Road Report Archives

Belize, Come Home For Xmas- Report #1 Adioth España - Report #7
Bless you, Peru - Report #2 Dagos - The Neighborhood - Report #8
Bueno Buenos Aires - Report #3 Jaywalk Like an Egyptian - Report #9
I Go To Rio - Report #4 Mysterious India - Report #10
Rio 2005 - Report #5 Siam, I said - Report #11
Moroccan Roll - Report #6 Report #12

Jaywalk Like an Egyptian

Greece was wonderful. The first thing I did, as I mentioned, was head straight for the island of Aegina, which is only 15 miles from the port that serves Athens, but is an authentic and mellow Greek Island nonetheless. One of the comforting things was that, in addition to Greek, most signs were also in English. The confusing part of that was the Greek alphabet is about half the same as ours and half filled with symbols that look like ours. Sometimes I would see a sign that was readable at first glance and then at closer inspection realize the word I was thinking of doesn’t actually contain any triangles or backwards 7s.

I had a great time on the island scooting around on my rented scooter along the clear water beach roads and between the endless pistachio orchards that occupy most of the cultivated land. It was a perfect place to unwind and prepare for the rest of my trip. I had heard that Athens was dirty and somewhat uncivilized, but the scrubbing they undertook to get ready for the Olympics seems to have made a big difference. Athens is now clean, efficient and extremely pleasant. I went to the main touristy things like the Acropolis and Agora, but I found the whole place to be very nice and far less chaotic than Rome. I think the budget-crushing Olympic-related debt the country is deep in is worth it.

My next stop was Cairo and I had a choice of a 1 a.m. flight on Olympic Air or a 2 p.m. flight on Egypt Air. Do you remember when that Egypt Air plane crashed off New York about 5 years ago and the original report said the co-pilot purposely crashed the plane while he committed suicide? Egypt Air said that was impossible because he was a Muslim and suicide is strictly forbidden by the religion. Okay. I decided to roll the dice with Egypt Air anyway and save a few bucks in the process. Fortunately my crew was in good spirits and we landed safely. I knew I would spend at least three days in Egypt and perhaps more depending on the feeling I got when I arrived. As the plane circled for landing and I got a good look at the city from above I decided…three days. Unfortunately it didn’t occur to me to check India’s entry requirements until the next day and I found out a visa would take 3 to 5 days to process so I was stuck in Egypt for 7 days total. It’s very cheap and the people are almost all very friendly so I really enjoyed it far more than I expected.
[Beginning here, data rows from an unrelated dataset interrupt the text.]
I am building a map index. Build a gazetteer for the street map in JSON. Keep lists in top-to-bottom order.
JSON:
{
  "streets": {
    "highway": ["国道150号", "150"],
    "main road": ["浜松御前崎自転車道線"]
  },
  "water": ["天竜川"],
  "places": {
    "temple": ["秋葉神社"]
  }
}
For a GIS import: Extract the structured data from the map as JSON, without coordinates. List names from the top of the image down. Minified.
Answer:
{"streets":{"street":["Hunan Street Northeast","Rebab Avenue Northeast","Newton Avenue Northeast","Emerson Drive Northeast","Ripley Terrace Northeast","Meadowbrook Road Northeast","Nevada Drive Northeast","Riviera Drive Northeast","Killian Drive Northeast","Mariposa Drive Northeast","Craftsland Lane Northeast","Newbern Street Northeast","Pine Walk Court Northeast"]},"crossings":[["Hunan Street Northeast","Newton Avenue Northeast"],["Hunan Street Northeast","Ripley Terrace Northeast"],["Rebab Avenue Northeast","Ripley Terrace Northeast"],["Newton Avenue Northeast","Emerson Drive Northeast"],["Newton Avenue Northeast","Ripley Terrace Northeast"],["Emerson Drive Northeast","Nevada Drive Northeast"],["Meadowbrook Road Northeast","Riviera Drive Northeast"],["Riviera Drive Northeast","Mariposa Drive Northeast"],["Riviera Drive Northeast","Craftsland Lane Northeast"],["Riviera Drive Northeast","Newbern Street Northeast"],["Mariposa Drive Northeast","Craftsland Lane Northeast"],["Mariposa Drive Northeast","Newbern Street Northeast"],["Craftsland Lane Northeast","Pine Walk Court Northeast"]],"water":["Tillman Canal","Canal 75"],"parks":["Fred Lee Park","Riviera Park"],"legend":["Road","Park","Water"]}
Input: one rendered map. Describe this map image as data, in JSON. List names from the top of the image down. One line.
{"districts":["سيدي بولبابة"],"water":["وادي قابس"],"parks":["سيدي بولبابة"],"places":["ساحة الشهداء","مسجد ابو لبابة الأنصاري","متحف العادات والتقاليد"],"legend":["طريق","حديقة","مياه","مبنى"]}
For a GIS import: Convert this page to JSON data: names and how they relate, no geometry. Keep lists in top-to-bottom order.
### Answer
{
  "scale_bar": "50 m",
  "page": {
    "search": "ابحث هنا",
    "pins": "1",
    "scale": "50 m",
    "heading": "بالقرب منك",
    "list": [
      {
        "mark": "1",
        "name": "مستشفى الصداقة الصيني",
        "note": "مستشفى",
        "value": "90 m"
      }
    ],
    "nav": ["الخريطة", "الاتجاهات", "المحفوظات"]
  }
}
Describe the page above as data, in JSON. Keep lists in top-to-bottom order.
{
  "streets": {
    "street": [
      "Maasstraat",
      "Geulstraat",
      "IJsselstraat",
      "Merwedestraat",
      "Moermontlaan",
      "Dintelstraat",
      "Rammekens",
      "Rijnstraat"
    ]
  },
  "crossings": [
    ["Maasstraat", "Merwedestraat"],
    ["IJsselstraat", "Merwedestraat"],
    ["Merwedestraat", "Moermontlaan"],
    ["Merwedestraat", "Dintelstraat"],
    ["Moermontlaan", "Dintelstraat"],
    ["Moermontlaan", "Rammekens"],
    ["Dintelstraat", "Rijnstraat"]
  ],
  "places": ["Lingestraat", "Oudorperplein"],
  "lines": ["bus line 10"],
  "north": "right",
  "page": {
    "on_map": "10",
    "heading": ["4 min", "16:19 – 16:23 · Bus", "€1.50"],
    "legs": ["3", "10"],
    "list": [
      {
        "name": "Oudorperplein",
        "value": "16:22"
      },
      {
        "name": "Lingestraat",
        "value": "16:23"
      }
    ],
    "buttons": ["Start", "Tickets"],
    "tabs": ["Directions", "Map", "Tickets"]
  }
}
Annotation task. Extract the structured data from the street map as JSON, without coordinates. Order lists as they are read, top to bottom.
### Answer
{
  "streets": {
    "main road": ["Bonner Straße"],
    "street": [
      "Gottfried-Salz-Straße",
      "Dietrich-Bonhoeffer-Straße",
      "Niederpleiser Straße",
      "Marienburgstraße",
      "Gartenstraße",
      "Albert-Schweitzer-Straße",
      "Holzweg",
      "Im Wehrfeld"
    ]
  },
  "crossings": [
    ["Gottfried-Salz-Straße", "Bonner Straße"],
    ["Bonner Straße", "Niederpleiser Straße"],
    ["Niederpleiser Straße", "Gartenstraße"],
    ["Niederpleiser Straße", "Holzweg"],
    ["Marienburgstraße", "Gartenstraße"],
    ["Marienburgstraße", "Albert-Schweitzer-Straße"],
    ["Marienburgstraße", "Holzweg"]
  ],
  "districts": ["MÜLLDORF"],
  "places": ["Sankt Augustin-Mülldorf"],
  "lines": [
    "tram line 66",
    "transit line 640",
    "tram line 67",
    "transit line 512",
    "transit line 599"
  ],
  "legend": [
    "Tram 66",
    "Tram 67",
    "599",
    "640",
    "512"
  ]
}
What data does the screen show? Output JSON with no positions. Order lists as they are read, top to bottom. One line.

It’s strange that sometimes the more security guards you see the less secure you actually feel. The day I visited the archeological museum in Cairo there was at least 1,000 heavily armed police in riot gear spread out evenly through the giant intersection in the center of town where the museum sits. Armored trucks filled with machine gun-toting police are a common sight on the streets of Cairo, but on this day there was a small protest threatened so the government’s response was to shut down the center of town by clogging it with riot police. It was creepy, but overall I felt very safe even though I just heard a couple of tourists were killed by a suicide bomber in Cairo 2 days after I left.

The Great Pyramids of Giza and the Sphinx truly are amazing. Every photo you’ve ever seen suggests they are in the middle of a desert, but they are actually just on the edge of town. I rode a horse (with a guide) through the area for three hours just before sunset and it was unforgettable. Egypt seems to be a little more serious about Islam than Morocco, but that isn’t saying much. I asked my horse guide why so few people actually pray during the 5 daily Calls to Prayer. “If you want to see people praying,” he said, “go to a mosque.” The bottom line is that outside of Arabia it seems like Muslims are actually pretty moderate.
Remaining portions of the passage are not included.